The idea here shouldn't be "let's adopt the most popular forum system", it should be "let's adopt the forum system that is most conducive to the goals of the community."

Disregarding your use of the word "community" for what's best described as an online social club, who's to say that we're not doing this already? The "forum system that is most conducive" to our goals might well be a combination of one very open central site (LessWrong itself) supplemented by a variety of more private sites that discuss rationality in different ways, catering to a variety of niches. Not just Eliezer's Facebook page, but including things like MoreRight, Yvain's blog, Overcoming Bias, Give Well etc.

Comment author: Vulture 08 November 2014 06:33:11PM 4 points [-]

The "forum system that is most conducive" to our goals might well be a combination of one very open central site (LessWrong itself) supplemented by a variety of more private sites that discuss rationality in different ways, catering to a variety of niches. Not just Eliezer's Facebook page, but including things like MoreRight, Yvain's blog, Overcoming Bias, Give Well etc.

This makes me a little suspicious as a solution, only because there doesn't seem to be anything particularly special about it besides being precisely the system that is already in place.

Comment author: Vulture 08 November 2014 06:31:56PM 0 points [-]

What do you see as being the distinction between a "community" and a mere "online social club"? Genuinely confused.

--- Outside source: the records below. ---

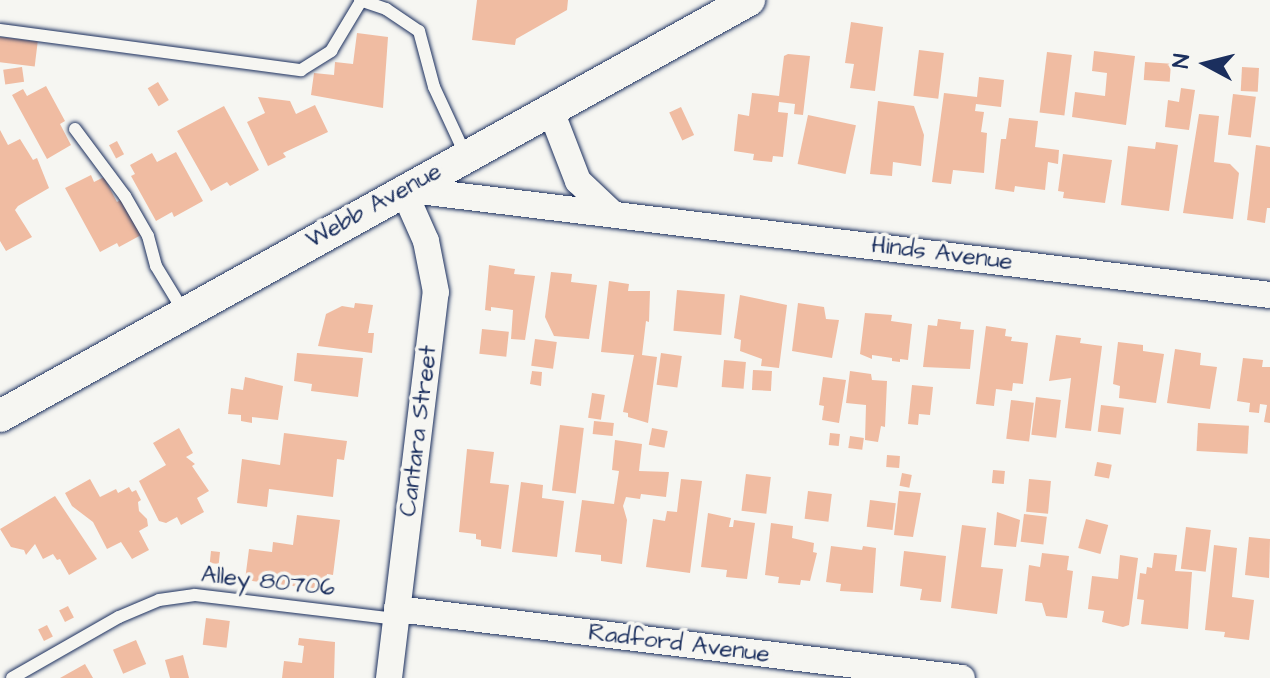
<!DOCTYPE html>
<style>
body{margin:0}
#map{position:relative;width:1270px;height:678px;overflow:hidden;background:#f6f6f2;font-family:"Architects Daughter",sans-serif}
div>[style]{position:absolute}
.building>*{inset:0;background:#f0bca2;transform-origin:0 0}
.roads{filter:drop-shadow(0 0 2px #1b2f5e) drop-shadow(0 0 2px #1b2f5e)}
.service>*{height:12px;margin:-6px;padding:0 6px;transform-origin:6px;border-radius:6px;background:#f6f6f2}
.minor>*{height:26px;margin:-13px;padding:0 13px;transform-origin:13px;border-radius:13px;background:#f6f6f2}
.tertiary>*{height:32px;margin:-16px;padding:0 16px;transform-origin:16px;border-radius:16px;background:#f6f6f2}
span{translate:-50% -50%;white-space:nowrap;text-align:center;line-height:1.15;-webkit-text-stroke:7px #f6f6f2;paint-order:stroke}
.street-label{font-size:24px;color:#1b2f5e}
.north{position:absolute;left:1166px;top:24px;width:80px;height:80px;-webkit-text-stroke:6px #f6f6f2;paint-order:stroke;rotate:277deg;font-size:22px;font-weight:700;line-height:32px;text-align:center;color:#1b2f5e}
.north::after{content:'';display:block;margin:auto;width:28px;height:36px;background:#1b2f5e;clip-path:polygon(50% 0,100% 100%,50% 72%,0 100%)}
</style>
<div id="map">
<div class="building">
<div style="clip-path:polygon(477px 0,568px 0,567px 10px,516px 39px,515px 45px,472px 40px)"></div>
<div style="clip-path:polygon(851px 22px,883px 27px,875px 91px,850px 88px,854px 64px,845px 63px)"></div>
<div style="clip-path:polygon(357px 33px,388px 37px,383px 108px,311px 95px,314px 73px,334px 75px,335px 62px,353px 64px)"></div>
<div style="left:0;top:37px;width:38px;height:25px;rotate:7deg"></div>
<div style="left:919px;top:50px;width:25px;height:46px;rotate:7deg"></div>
<div style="clip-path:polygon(1094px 51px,1135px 56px,1126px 125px,1072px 117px,1075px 92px,1105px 96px,1107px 73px,1092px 71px)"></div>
<div style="left:1047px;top:52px;width:25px;height:61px;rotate:7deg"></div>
<div style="clip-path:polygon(788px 54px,810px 56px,803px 115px,794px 114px,795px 104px,779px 102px,778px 112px,788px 113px,783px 157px,773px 156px,772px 162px,753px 160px,754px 154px,734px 151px,738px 114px,749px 116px,752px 93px,779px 96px,784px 56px)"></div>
<div style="left:1145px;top:62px;width:26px;height:18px;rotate:4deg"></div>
<div style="left:22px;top:67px;width:15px;height:19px;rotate:82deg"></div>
<div style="left:1242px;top:67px;width:17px;height:24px;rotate:3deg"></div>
<div style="clip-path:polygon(979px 77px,1004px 80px,1001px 107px,976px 104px,975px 111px,984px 112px,981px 132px,987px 133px,984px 173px,953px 170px,951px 184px,932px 182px,944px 93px,977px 97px)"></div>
<div style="left:158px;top:82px;width:21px;height:12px;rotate:59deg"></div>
<div style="clip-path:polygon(46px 86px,65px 121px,60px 124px,71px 145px,47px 159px,12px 95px,23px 89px,27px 96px)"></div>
<div style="clip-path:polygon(1181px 88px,1195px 90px,1189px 130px,1165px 127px,1168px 100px,1179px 102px)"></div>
<div style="left:1233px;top:94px;width:23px;height:41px;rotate:7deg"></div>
<div style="clip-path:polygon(258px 97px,290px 101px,296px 114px,315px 105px,328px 132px,283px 153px,286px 157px,268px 166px,247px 122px,265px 113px)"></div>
<div style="clip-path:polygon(878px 101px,914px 106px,924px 135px,921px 166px,893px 162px,892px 176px,870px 174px)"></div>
<div style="clip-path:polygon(224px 106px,259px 170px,230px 186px,227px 182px,211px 191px,177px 131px)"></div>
<div style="left:681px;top:107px;width:31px;height:13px;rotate:65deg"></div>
<div style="clip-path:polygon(1199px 114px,1219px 116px,1214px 162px,1230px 164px,1239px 173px,1233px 219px,1183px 213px)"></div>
<div style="left:808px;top:115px;width:49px;height:50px;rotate:12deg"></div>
<div style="clip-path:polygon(1009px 118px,1038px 121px,1035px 147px,1059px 150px,1058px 164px,1048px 162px,1045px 190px,1015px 186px,1014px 192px,995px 189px,1001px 139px,1006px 139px)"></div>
<div style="clip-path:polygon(0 130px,8px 145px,20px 139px,33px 160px,37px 158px,49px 188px,18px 206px,15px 210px,32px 237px,6px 251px,0 241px)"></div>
<div style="left:117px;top:141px;width:15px;height:9px;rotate:62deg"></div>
<div style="clip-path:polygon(1156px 142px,1178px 145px,1169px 211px,1121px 205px,1128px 146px,1155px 149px)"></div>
<div style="clip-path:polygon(1256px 145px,1270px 147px,1270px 208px,1267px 208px,1265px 223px,1247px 220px)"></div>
<div style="clip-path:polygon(176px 152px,203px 201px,174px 217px,172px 212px,156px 221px,131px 176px,135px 174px,130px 165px,152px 153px,157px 162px)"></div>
<div style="clip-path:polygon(1063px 154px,1112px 160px,1105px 203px,1063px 198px,1064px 192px,1058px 191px)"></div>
<div style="clip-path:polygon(91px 175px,94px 182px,104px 177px,117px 202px,124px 198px,143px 234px,119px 247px,117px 243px,100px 252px,65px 188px)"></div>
<div style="clip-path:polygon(489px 265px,515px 269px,514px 274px,535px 276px,525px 340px,511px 339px,513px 310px,491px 307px,491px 311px,485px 310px)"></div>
<div style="clip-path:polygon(551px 272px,572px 274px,571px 282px,597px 285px,589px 339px,554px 336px,545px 317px)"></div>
<div style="clip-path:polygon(609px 281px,629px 284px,628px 291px,650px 291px,649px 322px,646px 321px,642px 355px,657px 357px,648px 423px,628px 417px,628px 413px,623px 412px,634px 355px,601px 352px)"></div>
<div style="left:677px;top:290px;width:48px;height:41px;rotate:5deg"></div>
<div style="clip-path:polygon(740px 295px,787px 305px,779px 368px,761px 366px,762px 359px,740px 351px,741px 340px,734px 338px)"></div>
<div style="clip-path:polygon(355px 303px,373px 305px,368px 333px,374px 333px,372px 353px,318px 346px,326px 314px,342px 306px,354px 308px)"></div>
<div style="clip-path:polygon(798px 303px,824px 307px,826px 319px,839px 320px,832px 358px,792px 351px)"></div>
<div style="clip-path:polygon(865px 313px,892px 315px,891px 321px,912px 324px,908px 360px,900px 359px,900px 362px,892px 361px,892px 358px,872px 355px,872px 359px,860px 354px)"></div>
<div style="clip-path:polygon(938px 319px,961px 322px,960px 329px,974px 330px,970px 369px,923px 367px,928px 325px,937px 326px)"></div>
<div style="clip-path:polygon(986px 326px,1006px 329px,1005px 336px,1012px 337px,1011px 341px,1028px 343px,1023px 384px,1013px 383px,1012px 391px,996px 389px,994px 406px,976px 404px)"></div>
<div style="left:482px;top:329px;width:27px;height:25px;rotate:6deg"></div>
<div style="clip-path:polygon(1056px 335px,1081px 338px,1080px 343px,1102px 346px,1091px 431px,1065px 428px,1071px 378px,1049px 381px)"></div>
<div style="left:535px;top:339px;width:22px;height:27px;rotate:8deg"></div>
<div style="clip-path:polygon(1118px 342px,1143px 345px,1143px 351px,1164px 354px,1156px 403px,1119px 398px,1120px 386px,1113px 384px)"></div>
<div style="clip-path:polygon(1175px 349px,1201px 353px,1200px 365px,1217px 367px,1210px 409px,1167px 403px)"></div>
<div style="clip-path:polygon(297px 353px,363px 358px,358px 397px,311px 391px,312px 384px,294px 381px)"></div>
<div style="left:661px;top:353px;width:21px;height:32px;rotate:8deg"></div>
<div style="clip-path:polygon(1243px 358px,1263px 360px,1262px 367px,1270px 367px,1270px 423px,1264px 422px,1267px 405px,1260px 404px,1259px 413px,1249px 412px,1250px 403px,1237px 401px)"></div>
<div style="left:724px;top:360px;width:22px;height:27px;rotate:5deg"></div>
<div style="left:753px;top:370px;width:19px;height:20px;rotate:3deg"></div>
<div style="clip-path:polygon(532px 371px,542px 372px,541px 386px,530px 384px)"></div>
<div style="clip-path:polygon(850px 371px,871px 374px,872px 380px,887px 381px,885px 427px,881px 426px,878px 442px,865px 440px,866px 405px,846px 403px)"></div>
<div style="clip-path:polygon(245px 377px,283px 386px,278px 420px,252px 417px,252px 423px,241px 421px,241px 415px,228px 414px,231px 388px,243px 390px)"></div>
<div style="clip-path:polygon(823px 377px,846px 380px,839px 423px,822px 420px,824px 406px,819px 405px)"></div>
<div style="clip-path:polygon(912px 385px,933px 387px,930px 415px,919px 414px,918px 425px,908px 424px)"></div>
<div style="left:592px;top:393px;width:13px;height:25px;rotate:9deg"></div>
<div style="left:1036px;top:397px;width:25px;height:38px;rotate:7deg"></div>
<div style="left:1011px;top:400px;width:23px;height:39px;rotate:7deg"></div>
<div style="left:1101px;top:405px;width:23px;height:27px;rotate:7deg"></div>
<div style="left:594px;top:421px;width:20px;height:13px;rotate:6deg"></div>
<div style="left:1198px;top:423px;width:51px;height:28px;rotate:3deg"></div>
<div style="left:560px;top:425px;width:24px;height:66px;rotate:7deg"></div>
<div style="clip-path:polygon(179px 428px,193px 453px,186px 457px,195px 464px,192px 466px,209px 491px,197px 498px,204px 512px,181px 525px,177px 517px,166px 523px,159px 521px,139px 481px,166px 465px,153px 443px)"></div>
<div style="left:652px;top:428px;width:16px;height:17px;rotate:11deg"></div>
<div style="clip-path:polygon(284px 433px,347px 441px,344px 460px,337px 459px,333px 497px,269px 489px,267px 507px,237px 503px,242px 459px,280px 465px)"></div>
<div style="left:830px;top:433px;width:10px;height:12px;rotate:6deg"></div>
<div style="left:850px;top:436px;width:14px;height:12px;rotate:8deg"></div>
<div style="clip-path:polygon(615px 440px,642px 444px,639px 471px,669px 472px,666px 497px,641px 494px,640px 499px,626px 497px,623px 506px,627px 520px,622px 564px,601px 561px,601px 555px,575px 552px,582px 500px,614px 504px,619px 471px,612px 470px)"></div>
<div style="clip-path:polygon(467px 449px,494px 452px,490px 483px,509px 485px,501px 549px,481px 546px,481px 540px,476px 539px,476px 534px,459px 532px)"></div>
<div style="left:887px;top:455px;width:13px;height:12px;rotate:4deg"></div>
<div style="left:1097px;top:462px;width:15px;height:14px;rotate:11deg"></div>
<div style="left:993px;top:470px;width:12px;height:13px;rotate:5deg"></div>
<div style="left:902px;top:473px;width:10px;height:13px;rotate:11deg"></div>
<div style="left:746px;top:474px;width:25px;height:37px;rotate:7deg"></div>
<div style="clip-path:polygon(90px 479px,100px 497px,116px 489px,118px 493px,129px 487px,132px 492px,136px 490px,141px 500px,138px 502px,139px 511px,147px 519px,148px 526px,139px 531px,149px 550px,132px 559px,121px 542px,107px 549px,93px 522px,72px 506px,65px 493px)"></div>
<div style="clip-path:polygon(681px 479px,702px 481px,690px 573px,646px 567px,653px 519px,665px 521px,667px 511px,677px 512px)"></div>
<div style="left:1029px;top:479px;width:22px;height:33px;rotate:5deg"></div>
<div style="clip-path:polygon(521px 482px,543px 485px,542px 498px,564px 501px,557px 557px,512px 552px)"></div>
<div style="left:808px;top:491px;width:24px;height:28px;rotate:7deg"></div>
<div style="clip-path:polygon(899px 491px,921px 493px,913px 537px,894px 535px)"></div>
<div style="clip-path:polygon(55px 496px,97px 559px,69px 575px,60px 559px,57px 560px,53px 554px,43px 559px,35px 544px,26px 555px,24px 550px,11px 547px,0 529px)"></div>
<div style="left:870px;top:500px;width:26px;height:27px;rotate:7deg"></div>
<div style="clip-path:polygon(997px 512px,1020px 520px,1016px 547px,994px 545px)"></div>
<div style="clip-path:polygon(708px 513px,731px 518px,729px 527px,733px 527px,734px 520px,755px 523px,747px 579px,726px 577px,727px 570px,701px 567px)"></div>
<div style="left:1024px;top:514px;width:23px;height:28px;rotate:7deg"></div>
<div style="clip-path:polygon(297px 515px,340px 520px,333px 575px,327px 574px,325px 590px,245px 580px,249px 549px,272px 552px,273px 542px,293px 545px)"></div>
<div style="left:1086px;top:519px;width:23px;height:30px;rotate:15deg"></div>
<div style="clip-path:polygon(771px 523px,793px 526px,792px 538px,814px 543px,813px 552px,817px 553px,810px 581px,801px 580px,800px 585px,778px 583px,779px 577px,765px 575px)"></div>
<div style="clip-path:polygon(962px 525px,986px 528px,981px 567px,1003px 569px,997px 614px,951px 608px)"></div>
<div style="left:1186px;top:527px;width:25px;height:42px;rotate:7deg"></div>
<div style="clip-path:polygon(1249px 537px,1270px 539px,1269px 578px,1245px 575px)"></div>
<div style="clip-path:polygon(1214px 545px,1237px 548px,1232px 597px,1254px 600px,1249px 640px,1224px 637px,1225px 632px,1205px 630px)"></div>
<div style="clip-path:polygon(831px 546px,862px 550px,863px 546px,876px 548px,873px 593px,840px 591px,841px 584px,826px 582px)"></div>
<div style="left:211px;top:551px;width:9px;height:12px;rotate:6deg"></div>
<div style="clip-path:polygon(904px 551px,946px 556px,941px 602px,920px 600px,922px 589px,900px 586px)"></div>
<div style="clip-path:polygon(1042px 553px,1069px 556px,1067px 570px,1073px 571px,1067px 618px,1046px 616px,1042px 603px,1025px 601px,1029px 565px,1040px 567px)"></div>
<div style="clip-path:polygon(1154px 553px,1177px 555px,1175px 571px,1192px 572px,1188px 629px,1141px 624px,1144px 600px,1137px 599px,1140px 573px,1146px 574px,1147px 567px,1152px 568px)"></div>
<div style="clip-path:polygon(1120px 555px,1138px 558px,1129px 625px,1123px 627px,1102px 622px,1104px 611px,1088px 609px,1092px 576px,1118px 579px)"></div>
<div style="left:68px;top:606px;width:13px;height:10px;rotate:63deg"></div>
<div style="left:206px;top:618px;width:24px;height:27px;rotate:7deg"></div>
<div style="left:47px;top:625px;width:13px;height:10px;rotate:63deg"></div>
<div style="clip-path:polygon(299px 638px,335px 642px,334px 678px,282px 678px,284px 661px,302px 663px,304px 646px,298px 645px)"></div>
<div style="left:136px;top:640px;width:26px;height:25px;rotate:67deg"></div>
<div style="clip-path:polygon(183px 655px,189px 678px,170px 678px,165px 660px)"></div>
<div style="clip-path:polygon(85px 664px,93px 678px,60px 678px)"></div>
</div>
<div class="roads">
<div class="service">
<div style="left:360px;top:0;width:28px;rotate:19deg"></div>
<div style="left:386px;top:9px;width:40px;rotate:34deg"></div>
<div style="left:419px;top:31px;width:58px;rotate:75deg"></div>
<div style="left:434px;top:87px;width:76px;rotate:65.1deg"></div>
<div style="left:0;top:30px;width:304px;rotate:7.6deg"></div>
<div style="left:301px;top:70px;width:36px;rotate:-32deg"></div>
<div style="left:331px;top:51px;width:58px;rotate:-59deg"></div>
<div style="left:75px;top:129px;width:84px;rotate:53.3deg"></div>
<div style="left:125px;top:196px;width:46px;rotate:60.1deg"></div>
<div style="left:148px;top:236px;width:31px;rotate:75deg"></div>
<div style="left:156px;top:266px;width:54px;rotate:58.7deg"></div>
<div style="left:12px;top:678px;width:123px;rotate:-29.7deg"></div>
<div style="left:119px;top:617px;width:43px;rotate:-23deg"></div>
<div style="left:159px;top:600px;width:36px;rotate:-8deg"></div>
<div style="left:195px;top:595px;width:202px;rotate:6.8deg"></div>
</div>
<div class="minor">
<div style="left:551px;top:111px;width:75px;rotate:68.9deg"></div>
<div style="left:578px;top:181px;width:48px;rotate:43.3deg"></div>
<div style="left:403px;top:189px;width:873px;rotate:6.97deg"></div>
<div style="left:397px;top:609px;width:569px;rotate:6.96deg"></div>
<div style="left:389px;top:678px;width:389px;rotate:-83.1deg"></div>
<div style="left:436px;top:292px;width:52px;rotate:-101.1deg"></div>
<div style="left:426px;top:241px;width:57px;rotate:-113.9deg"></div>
</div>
<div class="tertiary">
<div style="left:0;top:416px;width:857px;rotate:-29.05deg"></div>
</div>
</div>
<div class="street-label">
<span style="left:374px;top:206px;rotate:-29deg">Webb Avenue</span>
<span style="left:942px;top:254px;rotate:7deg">Hinds Avenue</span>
<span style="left:419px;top:431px;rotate:-83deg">Cantara Street</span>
<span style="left:268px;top:582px;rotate:6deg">Alley 80706</span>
<span style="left:679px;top:644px;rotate:7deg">Radford Avenue</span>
</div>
<div class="north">N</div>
</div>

Comment author: bogus 08 November 2014 11:35:08PM *  0 points [-]

Because, y'know, communities actually exist, like, in the real world. More relevantly, they have a fairly important goal in protecting real, actual people from bodily harm and providing a nurturing environment for them to thrive in. Since this does not apply to virtual, Internet sites, calling them "communities" is quite misleading and can have bad side-effects if the metaphor is taken seriously, either by accident or through sneaking connotations. So I think it's better if folks are sometimes encouraged to taboo this particular term.